## Data extract
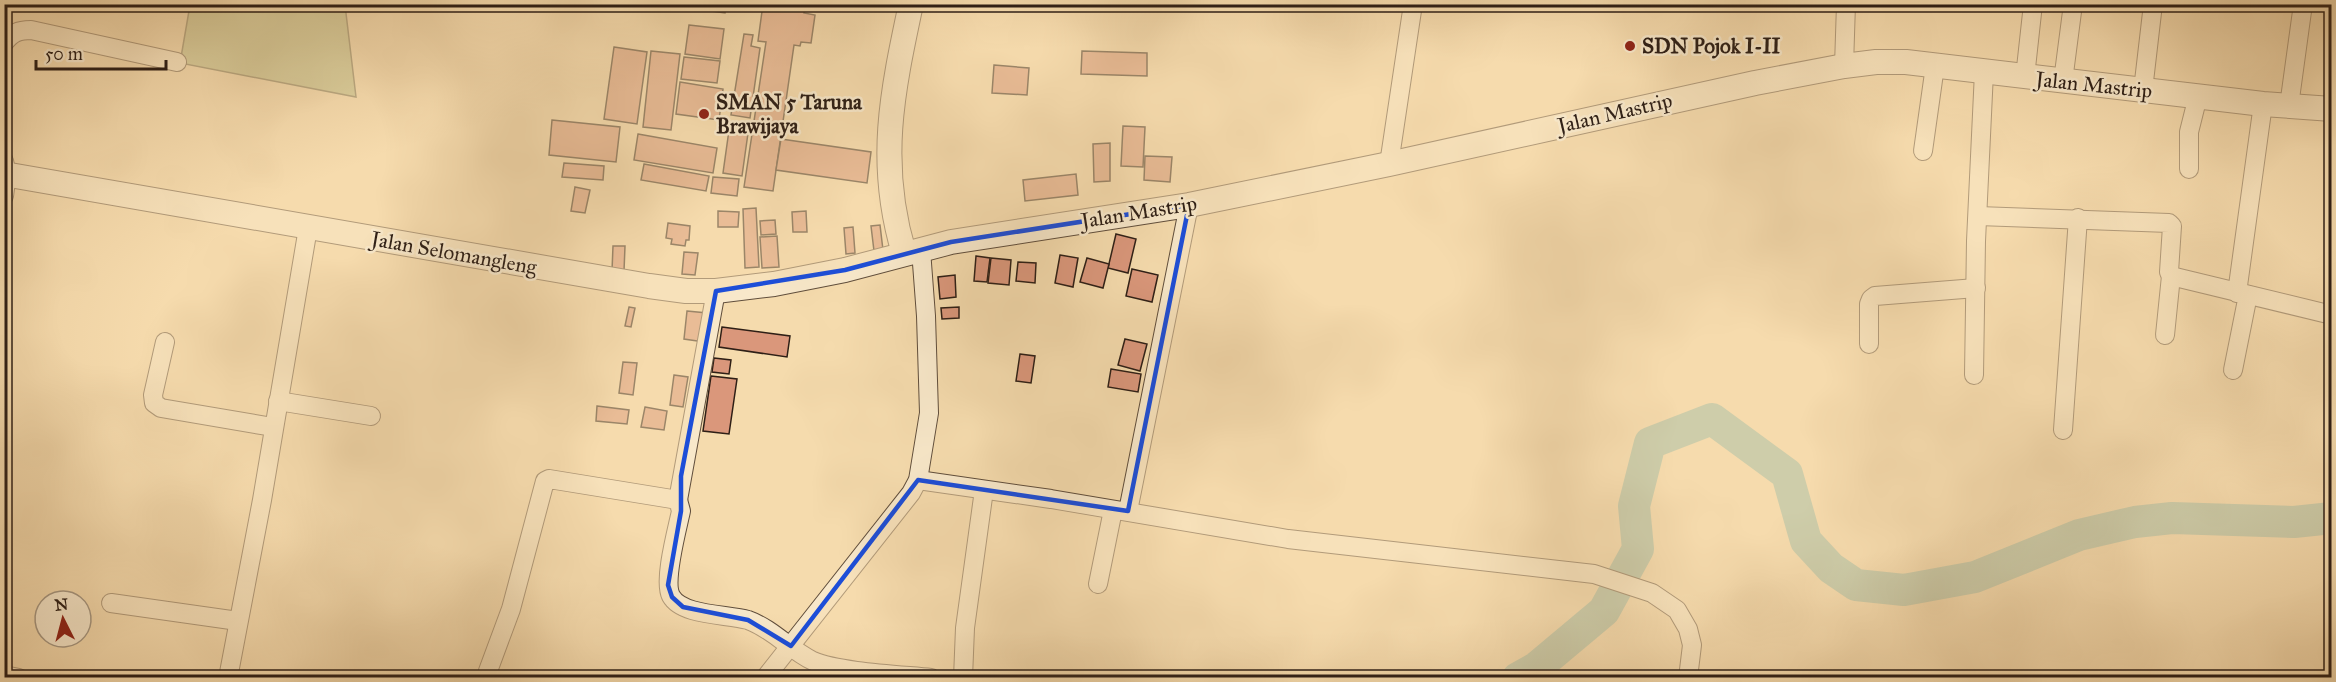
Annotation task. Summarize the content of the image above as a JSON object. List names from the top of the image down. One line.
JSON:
{"streets":{"street":["Jalan Mastrip","Jalan Selomangleng"]},"crossings":[["Jalan Mastrip","Jalan Selomangleng"]],"places":["SDN Pojok I-II","SMAN 5 Taruna Brawijaya"],"scale_bar":"50 m","north":"top"}
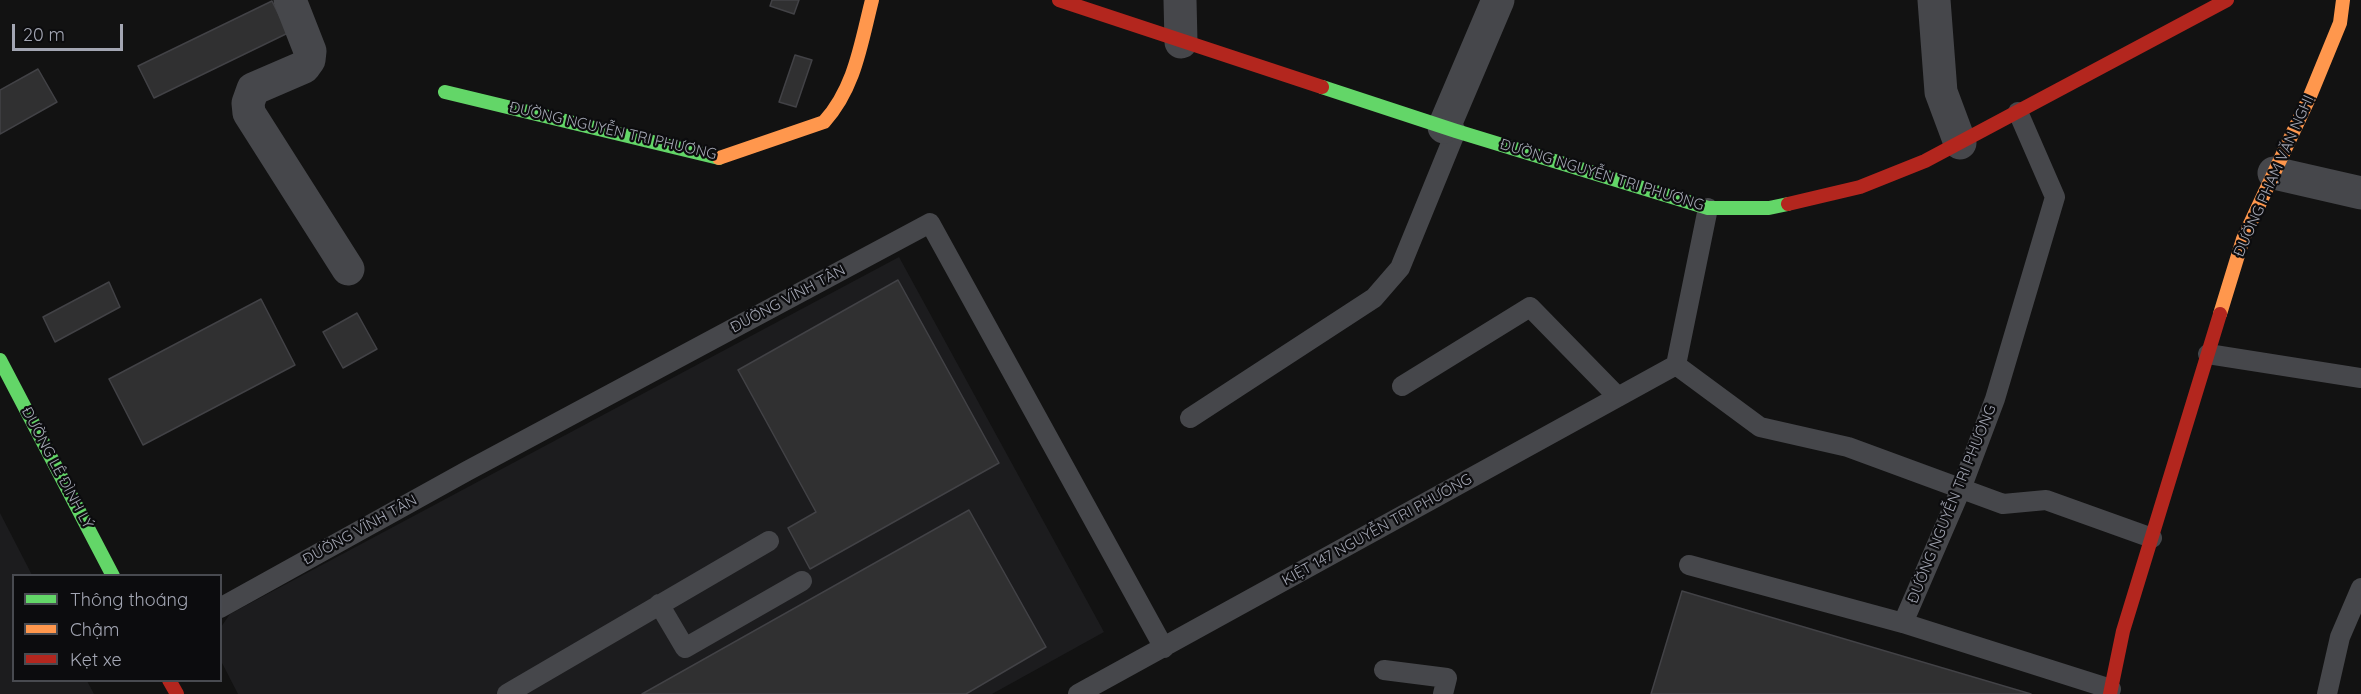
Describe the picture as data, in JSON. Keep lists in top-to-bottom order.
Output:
{
  "streets": {
    "street": ["ĐƯỜNG NGUYỄN TRI PHƯƠNG", "ĐƯỜNG PHẠM VĂN NGHỊ", "ĐƯỜNG LÊ ĐÌNH LÝ"],
    "lane": ["ĐƯỜNG VĨNH TÂN", "KIỆT 147 NGUYỄN TRI PHƯƠNG"]
  },
  "crossings": [
    ["ĐƯỜNG VĨNH TÂN", "KIỆT 147 NGUYỄN TRI PHƯƠNG"]
  ],
  "legend": ["Thông thoáng", "Chậm", "Kẹt xe"],
  "scale_bar": "20 m"
}
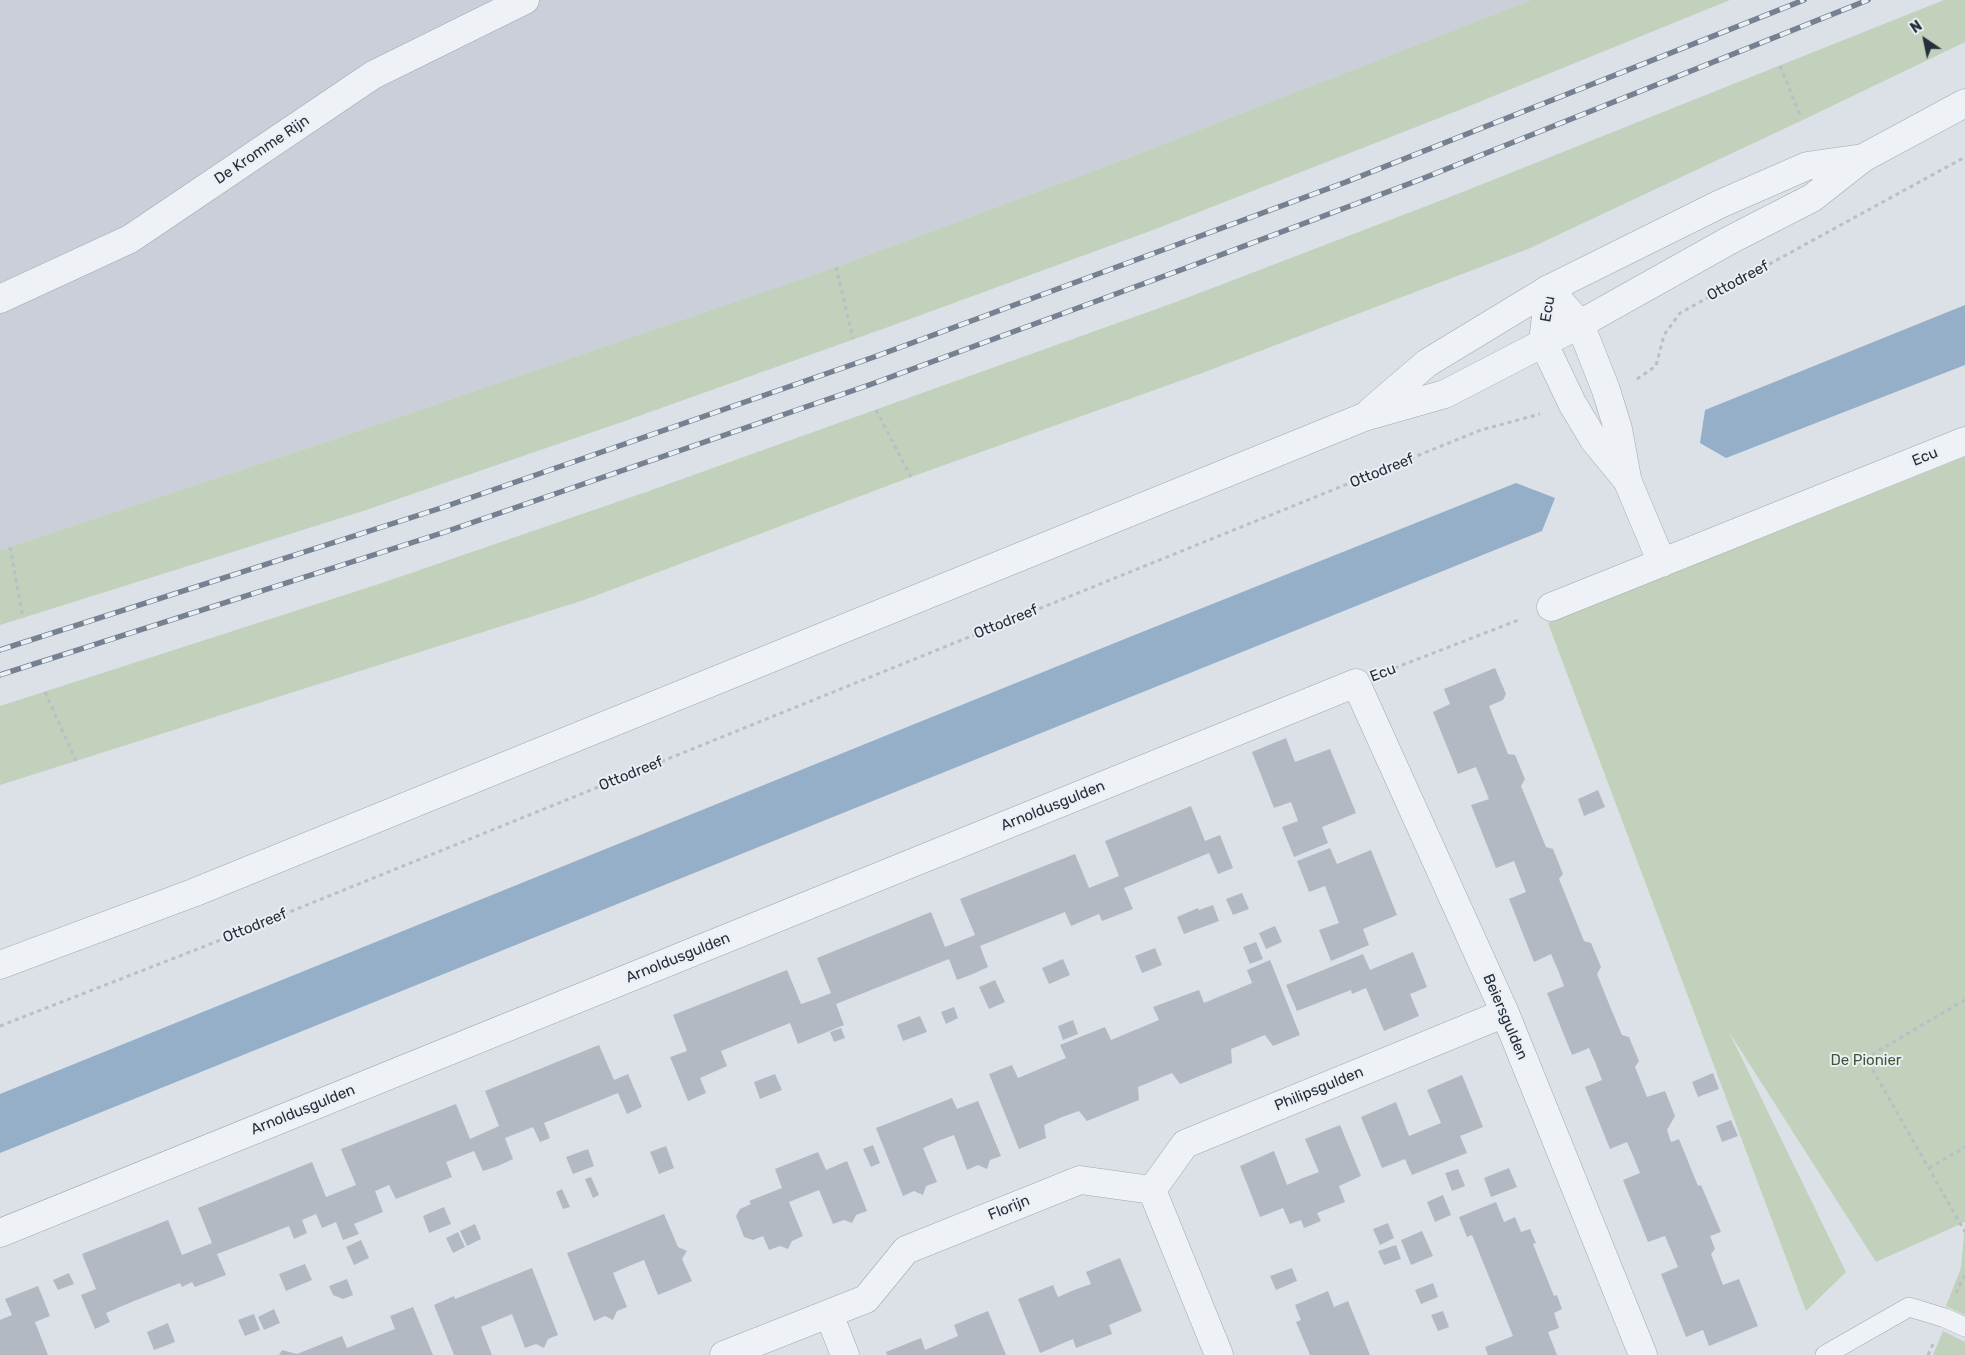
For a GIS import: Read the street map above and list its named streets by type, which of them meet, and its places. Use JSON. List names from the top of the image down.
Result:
{
  "streets": {
    "street": [
      "De Kromme Rijn",
      "Ecu",
      "Arnoldusgulden",
      "Beiersgulden",
      "Philipsgulden",
      "Florijn"
    ],
    "path": ["Ottodreef"]
  },
  "crossings": [
    ["Ottodreef", "Ecu"],
    ["Ecu", "Arnoldusgulden"],
    ["Ecu", "Beiersgulden"],
    ["Arnoldusgulden", "Beiersgulden"],
    ["Beiersgulden", "Philipsgulden"],
    ["Philipsgulden", "Florijn"]
  ],
  "parks": ["De Pionier"],
  "north": "top left"
}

## What this task involves
From the records above, copy every line that holds the word "down".

## Answer for this exercise
Annotation task. Summarize the content of the image above as a JSON object. List names from the top of the image down. One line.
For a GIS import: Read the street map above and list its named streets by type, which of them meet, and its places. Use JSON. List names from the top of the image down.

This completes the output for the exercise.